_Exercise goal_
Leave the pictures out and give every entry again exactly.

┄┄┄┄┄┄┄┄┄┄┄┄┄┄┄┄┄┄┄┄

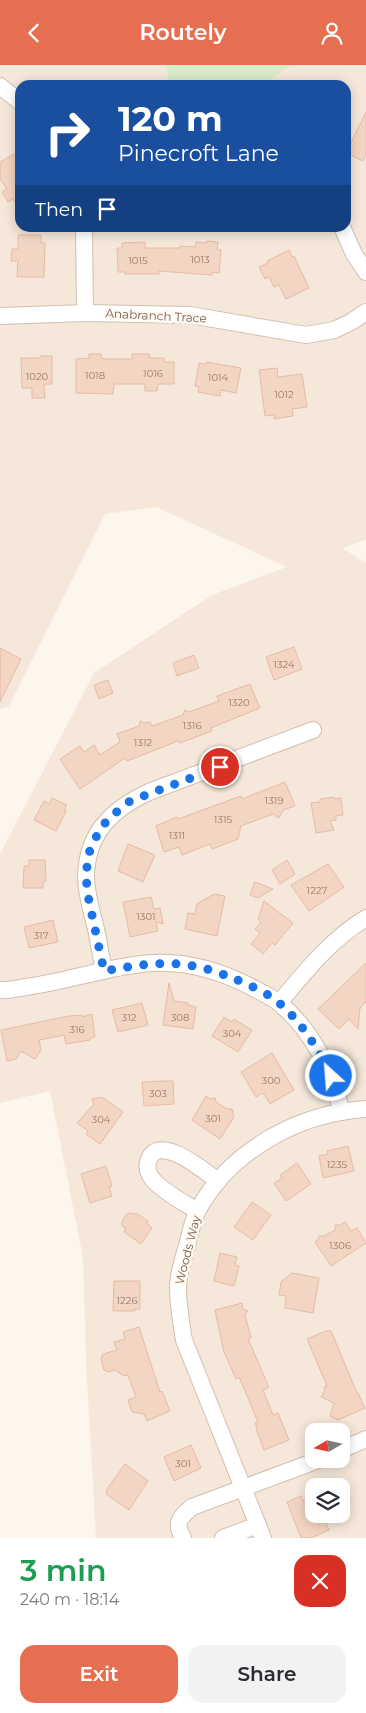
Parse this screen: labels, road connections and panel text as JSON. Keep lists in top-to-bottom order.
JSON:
{
  "streets": {
    "street": ["Anabranch Trace", "Woods Way"]
  },
  "house_numbers": [
    "1013",
    "1015",
    "1016",
    "1018",
    "1020",
    "1014",
    "1012",
    "1324",
    "1320",
    "1316",
    "1312",
    "1319",
    "1315",
    "1311",
    "1227",
    "1301",
    "317",
    "312",
    "308",
    "316",
    "304",
    "300",
    "303",
    "301",
    "304",
    "1235",
    "1306",
    "1226",
    "301"
  ],
  "north": "left",
  "page": {
    "header": "Routely",
    "turn": ["120 m", "Pinecroft Lane"],
    "then": "Then",
    "heading": ["3 min", "240 m · 18:14"],
    "buttons": ["Exit", "Share"]
  }
}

┄┄┄┄┄┄┄┄┄┄┄┄┄┄┄┄┄┄┄┄

_Reply to the task_
Parse this screen: labels, road connections and panel text as JSON. Keep lists in top-to-bottom order.
JSON:
{
  "streets": {
    "street": ["Anabranch Trace", "Woods Way"]
  },
  "house_numbers": [
    "1013",
    "1015",
    "1016",
    "1018",
    "1020",
    "1014",
    "1012",
    "1324",
    "1320",
    "1316",
    "1312",
    "1319",
    "1315",
    "1311",
    "1227",
    "1301",
    "317",
    "312",
    "308",
    "316",
    "304",
    "300",
    "303",
    "301",
    "304",
    "1235",
    "1306",
    "1226",
    "301"
  ],
  "north": "left",
  "page": {
    "header": "Routely",
    "turn": ["120 m", "Pinecroft Lane"],
    "then": "Then",
    "heading": ["3 min", "240 m · 18:14"],
    "buttons": ["Exit", "Share"]
  }
}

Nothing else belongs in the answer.